----- Entries supplied -----

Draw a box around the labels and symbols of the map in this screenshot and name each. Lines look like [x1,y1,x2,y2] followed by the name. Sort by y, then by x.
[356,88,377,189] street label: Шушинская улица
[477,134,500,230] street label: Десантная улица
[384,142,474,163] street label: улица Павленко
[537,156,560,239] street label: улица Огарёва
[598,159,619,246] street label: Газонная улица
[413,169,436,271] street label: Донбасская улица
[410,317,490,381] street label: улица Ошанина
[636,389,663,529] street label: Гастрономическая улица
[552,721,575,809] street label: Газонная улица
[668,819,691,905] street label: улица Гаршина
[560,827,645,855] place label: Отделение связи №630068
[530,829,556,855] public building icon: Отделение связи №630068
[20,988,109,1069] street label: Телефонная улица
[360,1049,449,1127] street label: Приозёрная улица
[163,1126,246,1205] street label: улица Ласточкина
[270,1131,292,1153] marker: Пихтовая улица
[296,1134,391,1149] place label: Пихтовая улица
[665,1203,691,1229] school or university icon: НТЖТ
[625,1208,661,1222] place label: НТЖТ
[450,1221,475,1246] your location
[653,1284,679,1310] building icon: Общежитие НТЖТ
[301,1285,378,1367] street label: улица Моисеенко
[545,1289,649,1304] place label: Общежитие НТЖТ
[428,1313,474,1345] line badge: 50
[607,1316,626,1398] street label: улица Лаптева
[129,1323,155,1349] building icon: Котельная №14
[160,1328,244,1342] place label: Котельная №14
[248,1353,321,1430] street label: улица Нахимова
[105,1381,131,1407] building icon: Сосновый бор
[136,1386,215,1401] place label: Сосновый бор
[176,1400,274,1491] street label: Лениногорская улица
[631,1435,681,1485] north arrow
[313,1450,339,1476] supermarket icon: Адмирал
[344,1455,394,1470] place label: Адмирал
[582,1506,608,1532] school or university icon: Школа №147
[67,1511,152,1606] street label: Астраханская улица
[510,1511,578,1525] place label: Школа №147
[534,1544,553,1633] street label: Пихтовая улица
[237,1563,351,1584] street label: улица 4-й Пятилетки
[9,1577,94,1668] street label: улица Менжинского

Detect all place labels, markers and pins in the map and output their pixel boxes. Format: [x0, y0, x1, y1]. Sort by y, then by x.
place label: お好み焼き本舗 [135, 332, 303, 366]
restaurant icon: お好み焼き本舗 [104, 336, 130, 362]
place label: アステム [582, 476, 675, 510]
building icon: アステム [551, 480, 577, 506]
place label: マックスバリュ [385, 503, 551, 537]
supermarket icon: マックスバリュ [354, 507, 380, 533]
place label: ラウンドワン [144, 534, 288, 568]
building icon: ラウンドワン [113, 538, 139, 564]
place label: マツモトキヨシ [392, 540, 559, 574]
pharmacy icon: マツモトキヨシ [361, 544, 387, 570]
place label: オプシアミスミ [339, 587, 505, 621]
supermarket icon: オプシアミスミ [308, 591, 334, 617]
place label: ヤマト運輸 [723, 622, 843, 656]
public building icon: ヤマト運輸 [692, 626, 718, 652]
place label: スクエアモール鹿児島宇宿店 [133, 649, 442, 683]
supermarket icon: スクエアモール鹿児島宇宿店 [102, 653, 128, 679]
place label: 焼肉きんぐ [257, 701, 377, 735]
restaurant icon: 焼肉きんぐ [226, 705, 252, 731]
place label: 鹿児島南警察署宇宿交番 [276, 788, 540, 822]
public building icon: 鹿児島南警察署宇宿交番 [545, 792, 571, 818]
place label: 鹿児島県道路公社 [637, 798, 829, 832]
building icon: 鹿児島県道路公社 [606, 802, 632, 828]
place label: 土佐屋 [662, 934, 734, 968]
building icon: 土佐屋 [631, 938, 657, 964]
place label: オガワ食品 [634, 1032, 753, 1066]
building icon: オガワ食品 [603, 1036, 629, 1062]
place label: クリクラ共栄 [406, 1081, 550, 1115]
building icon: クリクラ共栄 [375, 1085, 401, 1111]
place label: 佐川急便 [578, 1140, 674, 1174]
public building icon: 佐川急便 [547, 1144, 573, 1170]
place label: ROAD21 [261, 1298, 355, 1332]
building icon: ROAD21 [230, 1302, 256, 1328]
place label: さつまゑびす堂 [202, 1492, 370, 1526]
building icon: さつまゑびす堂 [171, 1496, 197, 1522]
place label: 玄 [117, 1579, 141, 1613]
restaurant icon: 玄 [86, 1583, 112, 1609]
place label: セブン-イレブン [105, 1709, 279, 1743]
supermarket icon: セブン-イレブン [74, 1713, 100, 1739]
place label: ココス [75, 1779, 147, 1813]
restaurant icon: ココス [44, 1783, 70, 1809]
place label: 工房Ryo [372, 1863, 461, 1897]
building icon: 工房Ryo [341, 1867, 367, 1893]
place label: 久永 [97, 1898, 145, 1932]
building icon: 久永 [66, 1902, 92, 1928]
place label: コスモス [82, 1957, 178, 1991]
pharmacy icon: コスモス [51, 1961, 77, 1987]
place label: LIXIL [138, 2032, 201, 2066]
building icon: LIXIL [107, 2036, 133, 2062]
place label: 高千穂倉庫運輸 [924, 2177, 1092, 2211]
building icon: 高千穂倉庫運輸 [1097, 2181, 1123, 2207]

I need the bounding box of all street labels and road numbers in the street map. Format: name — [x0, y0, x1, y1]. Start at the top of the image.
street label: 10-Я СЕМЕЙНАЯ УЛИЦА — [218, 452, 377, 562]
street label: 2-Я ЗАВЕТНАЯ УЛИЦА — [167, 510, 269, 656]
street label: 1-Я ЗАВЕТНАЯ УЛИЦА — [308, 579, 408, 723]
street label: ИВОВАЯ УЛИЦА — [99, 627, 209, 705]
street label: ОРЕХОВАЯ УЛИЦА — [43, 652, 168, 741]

-----

#### Task requirements
The lines above need to be restated word for word, all of them.

#### Your response
Draw a box around the labels and symbols of the map in this screenshot and name each. Lines look like [x1,y1,x2,y2] followed by the name. Sort by y, then by x.
[356,88,377,189] street label: Шушинская улица
[477,134,500,230] street label: Десантная улица
[384,142,474,163] street label: улица Павленко
[537,156,560,239] street label: улица Огарёва
[598,159,619,246] street label: Газонная улица
[413,169,436,271] street label: Донбасская улица
[410,317,490,381] street label: улица Ошанина
[636,389,663,529] street label: Гастрономическая улица
[552,721,575,809] street label: Газонная улица
[668,819,691,905] street label: улица Гаршина
[560,827,645,855] place label: Отделение связи №630068
[530,829,556,855] public building icon: Отделение связи №630068
[20,988,109,1069] street label: Телефонная улица
[360,1049,449,1127] street label: Приозёрная улица
[163,1126,246,1205] street label: улица Ласточкина
[270,1131,292,1153] marker: Пихтовая улица
[296,1134,391,1149] place label: Пихтовая улица
[665,1203,691,1229] school or university icon: НТЖТ
[625,1208,661,1222] place label: НТЖТ
[450,1221,475,1246] your location
[653,1284,679,1310] building icon: Общежитие НТЖТ
[301,1285,378,1367] street label: улица Моисеенко
[545,1289,649,1304] place label: Общежитие НТЖТ
[428,1313,474,1345] line badge: 50
[607,1316,626,1398] street label: улица Лаптева
[129,1323,155,1349] building icon: Котельная №14
[160,1328,244,1342] place label: Котельная №14
[248,1353,321,1430] street label: улица Нахимова
[105,1381,131,1407] building icon: Сосновый бор
[136,1386,215,1401] place label: Сосновый бор
[176,1400,274,1491] street label: Лениногорская улица
[631,1435,681,1485] north arrow
[313,1450,339,1476] supermarket icon: Адмирал
[344,1455,394,1470] place label: Адмирал
[582,1506,608,1532] school or university icon: Школа №147
[67,1511,152,1606] street label: Астраханская улица
[510,1511,578,1525] place label: Школа №147
[534,1544,553,1633] street label: Пихтовая улица
[237,1563,351,1584] street label: улица 4-й Пятилетки
[9,1577,94,1668] street label: улица Менжинского

Detect all place labels, markers and pins in the map and output their pixel boxes. Format: [x0, y0, x1, y1]. Sort by y, then by x.
place label: お好み焼き本舗 [135, 332, 303, 366]
restaurant icon: お好み焼き本舗 [104, 336, 130, 362]
place label: アステム [582, 476, 675, 510]
building icon: アステム [551, 480, 577, 506]
place label: マックスバリュ [385, 503, 551, 537]
supermarket icon: マックスバリュ [354, 507, 380, 533]
place label: ラウンドワン [144, 534, 288, 568]
building icon: ラウンドワン [113, 538, 139, 564]
place label: マツモトキヨシ [392, 540, 559, 574]
pharmacy icon: マツモトキヨシ [361, 544, 387, 570]
place label: オプシアミスミ [339, 587, 505, 621]
supermarket icon: オプシアミスミ [308, 591, 334, 617]
place label: ヤマト運輸 [723, 622, 843, 656]
public building icon: ヤマト運輸 [692, 626, 718, 652]
place label: スクエアモール鹿児島宇宿店 [133, 649, 442, 683]
supermarket icon: スクエアモール鹿児島宇宿店 [102, 653, 128, 679]
place label: 焼肉きんぐ [257, 701, 377, 735]
restaurant icon: 焼肉きんぐ [226, 705, 252, 731]
place label: 鹿児島南警察署宇宿交番 [276, 788, 540, 822]
public building icon: 鹿児島南警察署宇宿交番 [545, 792, 571, 818]
place label: 鹿児島県道路公社 [637, 798, 829, 832]
building icon: 鹿児島県道路公社 [606, 802, 632, 828]
place label: 土佐屋 [662, 934, 734, 968]
building icon: 土佐屋 [631, 938, 657, 964]
place label: オガワ食品 [634, 1032, 753, 1066]
building icon: オガワ食品 [603, 1036, 629, 1062]
place label: クリクラ共栄 [406, 1081, 550, 1115]
building icon: クリクラ共栄 [375, 1085, 401, 1111]
place label: 佐川急便 [578, 1140, 674, 1174]
public building icon: 佐川急便 [547, 1144, 573, 1170]
place label: ROAD21 [261, 1298, 355, 1332]
building icon: ROAD21 [230, 1302, 256, 1328]
place label: さつまゑびす堂 [202, 1492, 370, 1526]
building icon: さつまゑびす堂 [171, 1496, 197, 1522]
place label: 玄 [117, 1579, 141, 1613]
restaurant icon: 玄 [86, 1583, 112, 1609]
place label: セブン-イレブン [105, 1709, 279, 1743]
supermarket icon: セブン-イレブン [74, 1713, 100, 1739]
place label: ココス [75, 1779, 147, 1813]
restaurant icon: ココス [44, 1783, 70, 1809]
place label: 工房Ryo [372, 1863, 461, 1897]
building icon: 工房Ryo [341, 1867, 367, 1893]
place label: 久永 [97, 1898, 145, 1932]
building icon: 久永 [66, 1902, 92, 1928]
place label: コスモス [82, 1957, 178, 1991]
pharmacy icon: コスモス [51, 1961, 77, 1987]
place label: LIXIL [138, 2032, 201, 2066]
building icon: LIXIL [107, 2036, 133, 2062]
place label: 高千穂倉庫運輸 [924, 2177, 1092, 2211]
building icon: 高千穂倉庫運輸 [1097, 2181, 1123, 2207]

I need the bounding box of all street labels and road numbers in the street map. Format: name — [x0, y0, x1, y1]. Start at the top of the image.
street label: 10-Я СЕМЕЙНАЯ УЛИЦА — [218, 452, 377, 562]
street label: 2-Я ЗАВЕТНАЯ УЛИЦА — [167, 510, 269, 656]
street label: 1-Я ЗАВЕТНАЯ УЛИЦА — [308, 579, 408, 723]
street label: ИВОВАЯ УЛИЦА — [99, 627, 209, 705]
street label: ОРЕХОВАЯ УЛИЦА — [43, 652, 168, 741]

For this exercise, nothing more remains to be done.